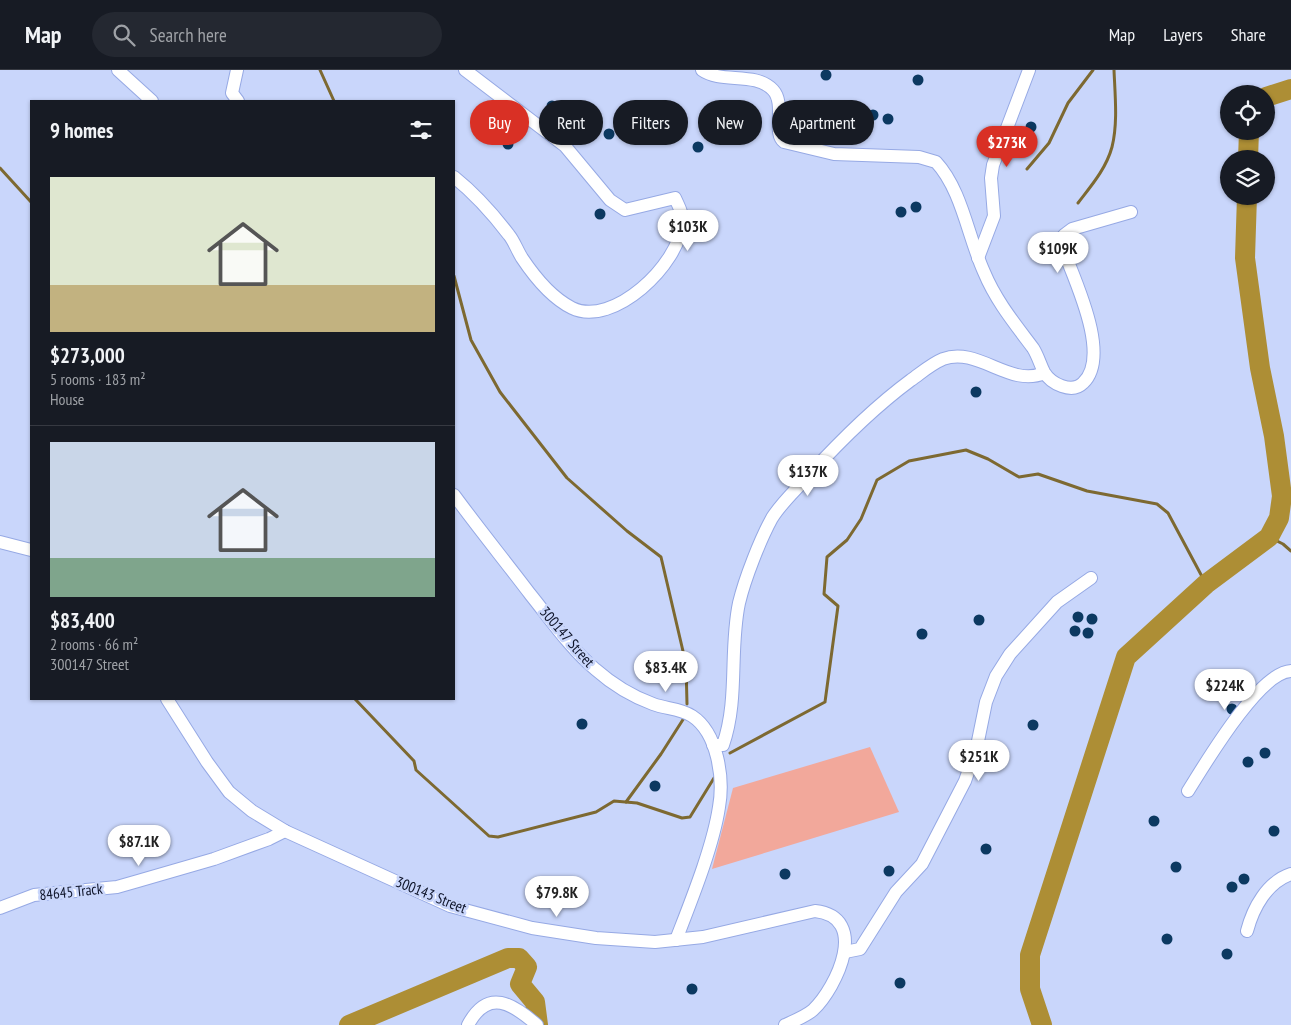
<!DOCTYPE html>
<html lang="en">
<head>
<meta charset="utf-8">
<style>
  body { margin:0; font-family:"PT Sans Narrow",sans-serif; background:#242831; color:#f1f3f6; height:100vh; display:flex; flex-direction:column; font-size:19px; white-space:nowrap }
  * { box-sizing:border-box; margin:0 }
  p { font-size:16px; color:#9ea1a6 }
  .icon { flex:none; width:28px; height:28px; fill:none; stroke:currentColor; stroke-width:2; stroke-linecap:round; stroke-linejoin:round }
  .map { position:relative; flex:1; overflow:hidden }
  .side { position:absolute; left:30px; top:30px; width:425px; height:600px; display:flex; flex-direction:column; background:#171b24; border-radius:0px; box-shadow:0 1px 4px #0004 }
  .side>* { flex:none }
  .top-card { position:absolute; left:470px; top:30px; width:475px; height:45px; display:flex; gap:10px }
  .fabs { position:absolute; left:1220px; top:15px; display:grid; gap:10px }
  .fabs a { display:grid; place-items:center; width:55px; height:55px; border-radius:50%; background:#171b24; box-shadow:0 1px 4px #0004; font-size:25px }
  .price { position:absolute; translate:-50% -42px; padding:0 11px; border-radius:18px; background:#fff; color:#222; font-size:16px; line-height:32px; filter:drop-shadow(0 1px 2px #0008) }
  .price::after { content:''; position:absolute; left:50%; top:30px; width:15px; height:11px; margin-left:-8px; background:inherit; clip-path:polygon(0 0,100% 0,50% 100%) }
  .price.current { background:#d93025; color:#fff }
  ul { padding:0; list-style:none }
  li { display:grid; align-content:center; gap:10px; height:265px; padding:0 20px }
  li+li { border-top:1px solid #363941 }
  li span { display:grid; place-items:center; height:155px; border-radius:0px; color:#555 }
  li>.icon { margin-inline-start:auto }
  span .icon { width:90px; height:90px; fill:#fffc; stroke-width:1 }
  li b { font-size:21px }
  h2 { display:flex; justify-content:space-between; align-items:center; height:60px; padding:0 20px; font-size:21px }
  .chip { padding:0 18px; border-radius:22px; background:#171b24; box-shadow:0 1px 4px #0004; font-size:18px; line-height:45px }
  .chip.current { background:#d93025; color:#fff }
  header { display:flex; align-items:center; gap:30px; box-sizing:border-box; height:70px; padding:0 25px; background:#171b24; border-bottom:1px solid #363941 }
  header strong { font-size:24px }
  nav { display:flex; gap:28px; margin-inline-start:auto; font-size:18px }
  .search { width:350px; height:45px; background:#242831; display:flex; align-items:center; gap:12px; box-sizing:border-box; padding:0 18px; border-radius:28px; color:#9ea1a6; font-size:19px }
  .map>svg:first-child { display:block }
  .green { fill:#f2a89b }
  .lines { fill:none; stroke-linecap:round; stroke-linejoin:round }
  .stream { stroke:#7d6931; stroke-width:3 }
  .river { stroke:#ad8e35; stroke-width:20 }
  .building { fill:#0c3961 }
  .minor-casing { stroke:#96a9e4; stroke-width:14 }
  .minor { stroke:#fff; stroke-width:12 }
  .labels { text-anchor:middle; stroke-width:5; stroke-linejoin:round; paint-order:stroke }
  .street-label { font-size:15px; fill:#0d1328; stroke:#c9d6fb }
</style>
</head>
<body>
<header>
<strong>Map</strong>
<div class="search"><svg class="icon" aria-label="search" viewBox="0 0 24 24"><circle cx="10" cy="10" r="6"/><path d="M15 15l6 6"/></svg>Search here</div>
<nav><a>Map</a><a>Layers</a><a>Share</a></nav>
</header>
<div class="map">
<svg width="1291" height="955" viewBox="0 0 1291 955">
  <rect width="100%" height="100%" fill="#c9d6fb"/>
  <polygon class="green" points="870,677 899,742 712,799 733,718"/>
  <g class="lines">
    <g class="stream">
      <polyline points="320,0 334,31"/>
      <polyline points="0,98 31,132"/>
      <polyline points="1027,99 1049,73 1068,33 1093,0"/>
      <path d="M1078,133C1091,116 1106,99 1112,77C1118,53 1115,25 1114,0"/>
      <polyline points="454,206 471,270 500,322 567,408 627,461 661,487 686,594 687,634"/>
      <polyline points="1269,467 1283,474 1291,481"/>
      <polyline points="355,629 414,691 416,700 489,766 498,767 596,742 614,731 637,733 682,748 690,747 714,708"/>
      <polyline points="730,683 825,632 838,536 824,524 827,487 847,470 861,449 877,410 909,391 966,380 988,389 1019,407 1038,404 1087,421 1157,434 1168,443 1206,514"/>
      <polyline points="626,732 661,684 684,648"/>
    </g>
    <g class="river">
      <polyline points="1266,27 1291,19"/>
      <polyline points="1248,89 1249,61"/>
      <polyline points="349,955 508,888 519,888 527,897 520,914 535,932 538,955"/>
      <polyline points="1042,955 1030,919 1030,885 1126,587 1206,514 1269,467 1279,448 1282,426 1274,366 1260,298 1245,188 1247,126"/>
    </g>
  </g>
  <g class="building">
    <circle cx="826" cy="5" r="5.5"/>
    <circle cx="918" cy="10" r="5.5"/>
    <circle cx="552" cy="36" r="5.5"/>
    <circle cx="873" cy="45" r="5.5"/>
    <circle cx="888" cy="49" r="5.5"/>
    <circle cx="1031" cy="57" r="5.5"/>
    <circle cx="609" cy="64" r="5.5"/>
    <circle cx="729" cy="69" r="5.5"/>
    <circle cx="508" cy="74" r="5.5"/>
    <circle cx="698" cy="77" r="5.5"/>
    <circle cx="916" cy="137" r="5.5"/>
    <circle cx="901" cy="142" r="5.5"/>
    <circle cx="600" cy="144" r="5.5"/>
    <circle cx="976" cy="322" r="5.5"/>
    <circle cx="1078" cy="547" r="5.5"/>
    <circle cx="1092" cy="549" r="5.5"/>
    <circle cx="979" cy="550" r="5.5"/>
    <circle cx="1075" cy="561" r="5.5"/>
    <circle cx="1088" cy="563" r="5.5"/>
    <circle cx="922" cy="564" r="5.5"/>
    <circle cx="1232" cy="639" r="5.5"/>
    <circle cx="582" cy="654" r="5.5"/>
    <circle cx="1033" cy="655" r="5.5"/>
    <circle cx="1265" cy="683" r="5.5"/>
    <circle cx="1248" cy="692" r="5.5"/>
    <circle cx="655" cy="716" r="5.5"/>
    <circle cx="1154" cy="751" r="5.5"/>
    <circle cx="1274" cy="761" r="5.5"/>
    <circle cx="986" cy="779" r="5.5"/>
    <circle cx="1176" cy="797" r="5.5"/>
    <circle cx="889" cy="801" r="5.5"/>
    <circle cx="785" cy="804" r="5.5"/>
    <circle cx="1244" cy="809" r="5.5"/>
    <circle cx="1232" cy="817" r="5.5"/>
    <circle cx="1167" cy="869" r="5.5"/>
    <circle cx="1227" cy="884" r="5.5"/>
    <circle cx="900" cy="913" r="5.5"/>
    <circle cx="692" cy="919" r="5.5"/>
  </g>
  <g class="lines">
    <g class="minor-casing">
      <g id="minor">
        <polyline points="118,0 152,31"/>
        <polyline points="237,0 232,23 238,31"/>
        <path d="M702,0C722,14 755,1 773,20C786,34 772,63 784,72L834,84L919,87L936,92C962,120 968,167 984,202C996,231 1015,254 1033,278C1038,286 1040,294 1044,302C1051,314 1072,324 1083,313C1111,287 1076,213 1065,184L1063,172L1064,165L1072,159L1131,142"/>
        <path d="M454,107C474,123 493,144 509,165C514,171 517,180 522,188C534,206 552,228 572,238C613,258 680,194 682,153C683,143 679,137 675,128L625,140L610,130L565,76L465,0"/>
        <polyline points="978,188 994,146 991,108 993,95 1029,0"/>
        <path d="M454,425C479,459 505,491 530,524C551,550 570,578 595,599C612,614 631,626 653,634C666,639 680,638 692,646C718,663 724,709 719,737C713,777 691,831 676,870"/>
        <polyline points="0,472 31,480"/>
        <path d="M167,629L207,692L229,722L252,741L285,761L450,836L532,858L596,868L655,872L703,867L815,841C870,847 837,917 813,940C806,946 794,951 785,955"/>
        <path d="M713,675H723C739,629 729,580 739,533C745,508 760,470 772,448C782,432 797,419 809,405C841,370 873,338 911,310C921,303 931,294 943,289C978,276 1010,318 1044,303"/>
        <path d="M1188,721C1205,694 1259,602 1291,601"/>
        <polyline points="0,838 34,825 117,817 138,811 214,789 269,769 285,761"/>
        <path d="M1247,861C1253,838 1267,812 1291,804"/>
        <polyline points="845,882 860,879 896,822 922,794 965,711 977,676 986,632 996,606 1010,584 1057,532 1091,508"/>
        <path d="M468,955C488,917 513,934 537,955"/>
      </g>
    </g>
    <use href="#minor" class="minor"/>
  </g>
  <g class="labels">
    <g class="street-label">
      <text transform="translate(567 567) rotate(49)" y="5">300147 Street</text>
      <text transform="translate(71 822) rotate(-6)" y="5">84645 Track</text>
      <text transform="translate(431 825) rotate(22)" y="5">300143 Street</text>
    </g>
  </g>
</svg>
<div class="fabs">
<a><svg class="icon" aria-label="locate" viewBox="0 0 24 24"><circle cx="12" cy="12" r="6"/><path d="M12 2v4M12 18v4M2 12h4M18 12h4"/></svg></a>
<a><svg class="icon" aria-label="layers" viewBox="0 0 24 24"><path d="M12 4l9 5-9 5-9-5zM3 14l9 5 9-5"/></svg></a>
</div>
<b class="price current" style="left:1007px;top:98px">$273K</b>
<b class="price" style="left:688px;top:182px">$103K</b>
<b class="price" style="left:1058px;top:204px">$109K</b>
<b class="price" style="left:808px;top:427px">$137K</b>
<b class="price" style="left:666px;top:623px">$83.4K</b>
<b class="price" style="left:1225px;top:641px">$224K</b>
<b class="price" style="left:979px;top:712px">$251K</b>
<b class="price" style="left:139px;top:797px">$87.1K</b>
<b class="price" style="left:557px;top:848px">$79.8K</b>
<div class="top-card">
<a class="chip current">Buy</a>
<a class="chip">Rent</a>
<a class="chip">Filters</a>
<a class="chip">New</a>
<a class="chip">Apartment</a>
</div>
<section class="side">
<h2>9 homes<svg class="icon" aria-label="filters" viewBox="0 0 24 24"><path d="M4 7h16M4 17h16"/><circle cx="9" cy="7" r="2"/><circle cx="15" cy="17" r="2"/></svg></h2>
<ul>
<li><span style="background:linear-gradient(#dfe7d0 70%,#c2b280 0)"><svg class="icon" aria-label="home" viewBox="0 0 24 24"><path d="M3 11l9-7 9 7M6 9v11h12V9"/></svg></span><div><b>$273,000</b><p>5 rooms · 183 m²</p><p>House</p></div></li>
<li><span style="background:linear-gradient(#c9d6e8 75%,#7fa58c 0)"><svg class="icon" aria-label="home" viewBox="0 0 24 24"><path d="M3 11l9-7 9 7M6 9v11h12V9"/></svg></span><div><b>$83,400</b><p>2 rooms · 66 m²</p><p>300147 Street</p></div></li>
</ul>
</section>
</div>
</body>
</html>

* **EXERCISE PROMPT**
Filter the lines above, keeping each one that contains the string "position".

* **COMPLETED TASK**
  .map { position:relative; flex:1; overflow:hidden }
  .side { position:absolute; left:30px; top:30px; width:425px; height:600px; display:flex; flex-direction:column; background:#171b24; border-radius:0px; box-shadow:0 1px 4px #0004 }
  .top-card { position:absolute; left:470px; top:30px; width:475px; height:45px; display:flex; gap:10px }
  .fabs { position:absolute; left:1220px; top:15px; display:grid; gap:10px }
  .price { position:absolute; translate:-50% -42px; padding:0 11px; border-radius:18px; background:#fff; color:#222; font-size:16px; line-height:32px; filter:drop-shadow(0 1px 2px #0008) }
  .price::after { content:''; position:absolute; left:50%; top:30px; width:15px; height:11px; margin-left:-8px; background:inherit; clip-path:polygon(0 0,100% 0,50% 100%) }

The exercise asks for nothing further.